■ What is needed: Please copy the records below word for word, leaving out the pictures.
#### Provided records ####
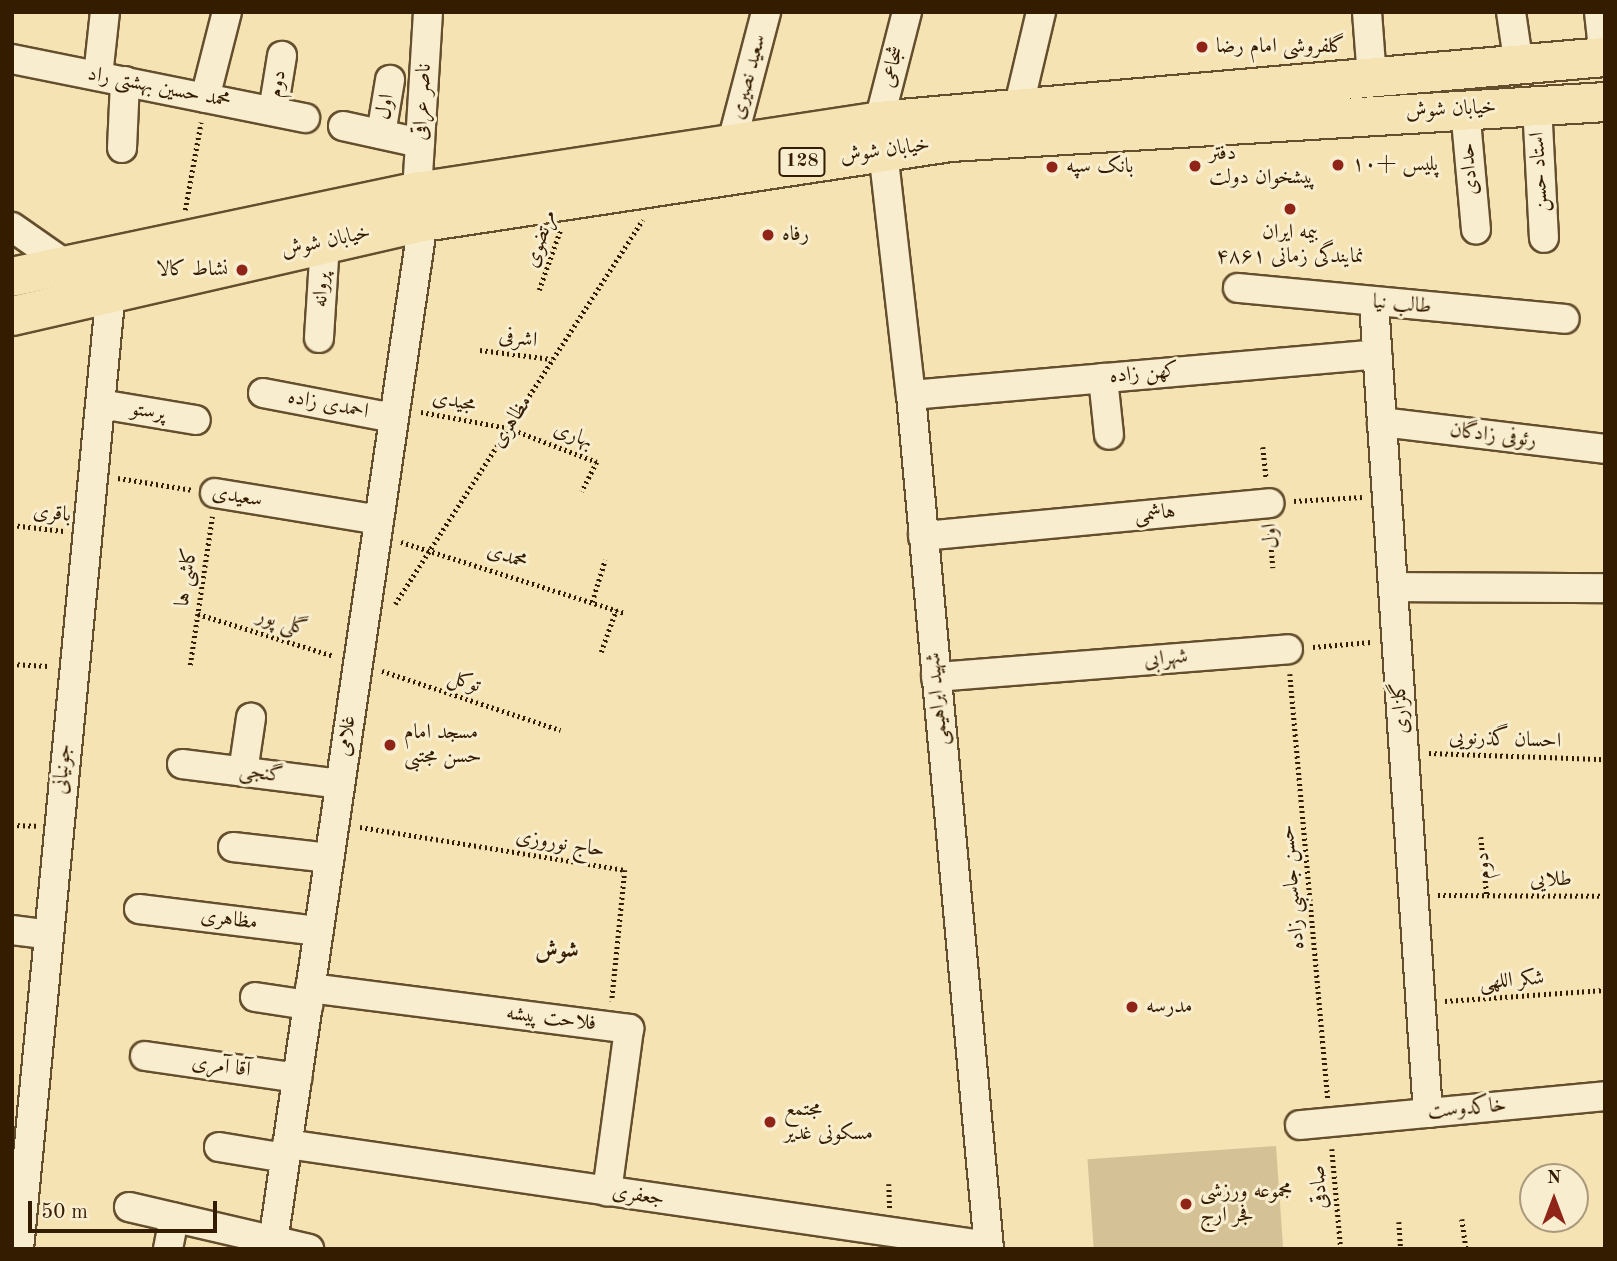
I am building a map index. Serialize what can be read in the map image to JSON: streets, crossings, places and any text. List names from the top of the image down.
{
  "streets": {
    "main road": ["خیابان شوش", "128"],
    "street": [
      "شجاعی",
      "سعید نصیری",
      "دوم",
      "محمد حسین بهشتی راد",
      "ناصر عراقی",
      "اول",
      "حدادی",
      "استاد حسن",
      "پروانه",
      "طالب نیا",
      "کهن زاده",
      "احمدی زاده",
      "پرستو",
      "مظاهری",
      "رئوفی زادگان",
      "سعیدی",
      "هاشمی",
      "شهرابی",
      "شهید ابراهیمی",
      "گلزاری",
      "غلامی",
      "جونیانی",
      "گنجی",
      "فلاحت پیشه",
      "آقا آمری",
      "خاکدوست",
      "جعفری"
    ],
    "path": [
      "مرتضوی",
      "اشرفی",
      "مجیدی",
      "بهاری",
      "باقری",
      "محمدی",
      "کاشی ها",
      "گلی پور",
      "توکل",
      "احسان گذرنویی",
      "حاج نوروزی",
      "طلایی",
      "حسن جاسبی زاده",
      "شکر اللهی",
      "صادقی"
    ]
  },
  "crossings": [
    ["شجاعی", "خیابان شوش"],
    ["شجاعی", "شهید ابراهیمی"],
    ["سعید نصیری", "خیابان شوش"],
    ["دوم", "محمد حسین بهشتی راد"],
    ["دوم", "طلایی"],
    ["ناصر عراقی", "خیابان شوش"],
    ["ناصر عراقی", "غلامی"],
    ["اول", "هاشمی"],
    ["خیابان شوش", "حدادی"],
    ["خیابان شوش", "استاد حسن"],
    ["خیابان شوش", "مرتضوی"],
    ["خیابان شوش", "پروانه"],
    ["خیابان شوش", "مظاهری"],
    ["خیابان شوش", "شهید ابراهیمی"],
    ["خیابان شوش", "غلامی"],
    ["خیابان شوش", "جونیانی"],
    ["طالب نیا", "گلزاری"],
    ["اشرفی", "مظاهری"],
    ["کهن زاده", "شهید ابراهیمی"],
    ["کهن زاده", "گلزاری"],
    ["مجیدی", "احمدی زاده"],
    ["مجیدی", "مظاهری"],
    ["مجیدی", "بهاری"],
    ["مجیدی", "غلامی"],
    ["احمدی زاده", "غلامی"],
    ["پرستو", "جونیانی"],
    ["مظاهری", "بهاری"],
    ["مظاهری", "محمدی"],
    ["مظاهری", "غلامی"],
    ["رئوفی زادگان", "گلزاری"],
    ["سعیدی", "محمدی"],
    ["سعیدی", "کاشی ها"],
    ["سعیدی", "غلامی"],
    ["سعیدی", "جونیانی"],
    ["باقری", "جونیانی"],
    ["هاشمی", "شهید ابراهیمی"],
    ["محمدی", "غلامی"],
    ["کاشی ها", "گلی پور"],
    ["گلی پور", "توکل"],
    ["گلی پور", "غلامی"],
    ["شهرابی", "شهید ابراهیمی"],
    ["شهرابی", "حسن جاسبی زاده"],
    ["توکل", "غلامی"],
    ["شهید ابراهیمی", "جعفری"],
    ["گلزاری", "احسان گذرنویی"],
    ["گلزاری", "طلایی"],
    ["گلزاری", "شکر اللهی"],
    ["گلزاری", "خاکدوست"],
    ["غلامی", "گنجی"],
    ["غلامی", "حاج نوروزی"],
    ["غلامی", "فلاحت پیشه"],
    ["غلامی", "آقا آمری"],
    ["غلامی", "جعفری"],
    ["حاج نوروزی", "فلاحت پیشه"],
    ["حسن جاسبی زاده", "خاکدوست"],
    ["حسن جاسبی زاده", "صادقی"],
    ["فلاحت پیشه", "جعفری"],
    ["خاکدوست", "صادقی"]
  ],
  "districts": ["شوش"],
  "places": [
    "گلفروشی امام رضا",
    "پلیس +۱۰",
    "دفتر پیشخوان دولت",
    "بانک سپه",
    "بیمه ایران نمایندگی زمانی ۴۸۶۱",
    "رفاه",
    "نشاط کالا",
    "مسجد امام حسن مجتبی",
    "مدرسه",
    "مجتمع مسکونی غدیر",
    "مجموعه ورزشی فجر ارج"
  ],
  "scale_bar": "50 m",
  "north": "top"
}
####
■ Result:
I am building a map index. Serialize what can be read in the map image to JSON: streets, crossings, places and any text. List names from the top of the image down.
{
  "streets": {
    "main road": ["خیابان شوش", "128"],
    "street": [
      "شجاعی",
      "سعید نصیری",
      "دوم",
      "محمد حسین بهشتی راد",
      "ناصر عراقی",
      "اول",
      "حدادی",
      "استاد حسن",
      "پروانه",
      "طالب نیا",
      "کهن زاده",
      "احمدی زاده",
      "پرستو",
      "مظاهری",
      "رئوفی زادگان",
      "سعیدی",
      "هاشمی",
      "شهرابی",
      "شهید ابراهیمی",
      "گلزاری",
      "غلامی",
      "جونیانی",
      "گنجی",
      "فلاحت پیشه",
      "آقا آمری",
      "خاکدوست",
      "جعفری"
    ],
    "path": [
      "مرتضوی",
      "اشرفی",
      "مجیدی",
      "بهاری",
      "باقری",
      "محمدی",
      "کاشی ها",
      "گلی پور",
      "توکل",
      "احسان گذرنویی",
      "حاج نوروزی",
      "طلایی",
      "حسن جاسبی زاده",
      "شکر اللهی",
      "صادقی"
    ]
  },
  "crossings": [
    ["شجاعی", "خیابان شوش"],
    ["شجاعی", "شهید ابراهیمی"],
    ["سعید نصیری", "خیابان شوش"],
    ["دوم", "محمد حسین بهشتی راد"],
    ["دوم", "طلایی"],
    ["ناصر عراقی", "خیابان شوش"],
    ["ناصر عراقی", "غلامی"],
    ["اول", "هاشمی"],
    ["خیابان شوش", "حدادی"],
    ["خیابان شوش", "استاد حسن"],
    ["خیابان شوش", "مرتضوی"],
    ["خیابان شوش", "پروانه"],
    ["خیابان شوش", "مظاهری"],
    ["خیابان شوش", "شهید ابراهیمی"],
    ["خیابان شوش", "غلامی"],
    ["خیابان شوش", "جونیانی"],
    ["طالب نیا", "گلزاری"],
    ["اشرفی", "مظاهری"],
    ["کهن زاده", "شهید ابراهیمی"],
    ["کهن زاده", "گلزاری"],
    ["مجیدی", "احمدی زاده"],
    ["مجیدی", "مظاهری"],
    ["مجیدی", "بهاری"],
    ["مجیدی", "غلامی"],
    ["احمدی زاده", "غلامی"],
    ["پرستو", "جونیانی"],
    ["مظاهری", "بهاری"],
    ["مظاهری", "محمدی"],
    ["مظاهری", "غلامی"],
    ["رئوفی زادگان", "گلزاری"],
    ["سعیدی", "محمدی"],
    ["سعیدی", "کاشی ها"],
    ["سعیدی", "غلامی"],
    ["سعیدی", "جونیانی"],
    ["باقری", "جونیانی"],
    ["هاشمی", "شهید ابراهیمی"],
    ["محمدی", "غلامی"],
    ["کاشی ها", "گلی پور"],
    ["گلی پور", "توکل"],
    ["گلی پور", "غلامی"],
    ["شهرابی", "شهید ابراهیمی"],
    ["شهرابی", "حسن جاسبی زاده"],
    ["توکل", "غلامی"],
    ["شهید ابراهیمی", "جعفری"],
    ["گلزاری", "احسان گذرنویی"],
    ["گلزاری", "طلایی"],
    ["گلزاری", "شکر اللهی"],
    ["گلزاری", "خاکدوست"],
    ["غلامی", "گنجی"],
    ["غلامی", "حاج نوروزی"],
    ["غلامی", "فلاحت پیشه"],
    ["غلامی", "آقا آمری"],
    ["غلامی", "جعفری"],
    ["حاج نوروزی", "فلاحت پیشه"],
    ["حسن جاسبی زاده", "خاکدوست"],
    ["حسن جاسبی زاده", "صادقی"],
    ["فلاحت پیشه", "جعفری"],
    ["خاکدوست", "صادقی"]
  ],
  "districts": ["شوش"],
  "places": [
    "گلفروشی امام رضا",
    "پلیس +۱۰",
    "دفتر پیشخوان دولت",
    "بانک سپه",
    "بیمه ایران نمایندگی زمانی ۴۸۶۱",
    "رفاه",
    "نشاط کالا",
    "مسجد امام حسن مجتبی",
    "مدرسه",
    "مجتمع مسکونی غدیر",
    "مجموعه ورزشی فجر ارج"
  ],
  "scale_bar": "50 m",
  "north": "top"
}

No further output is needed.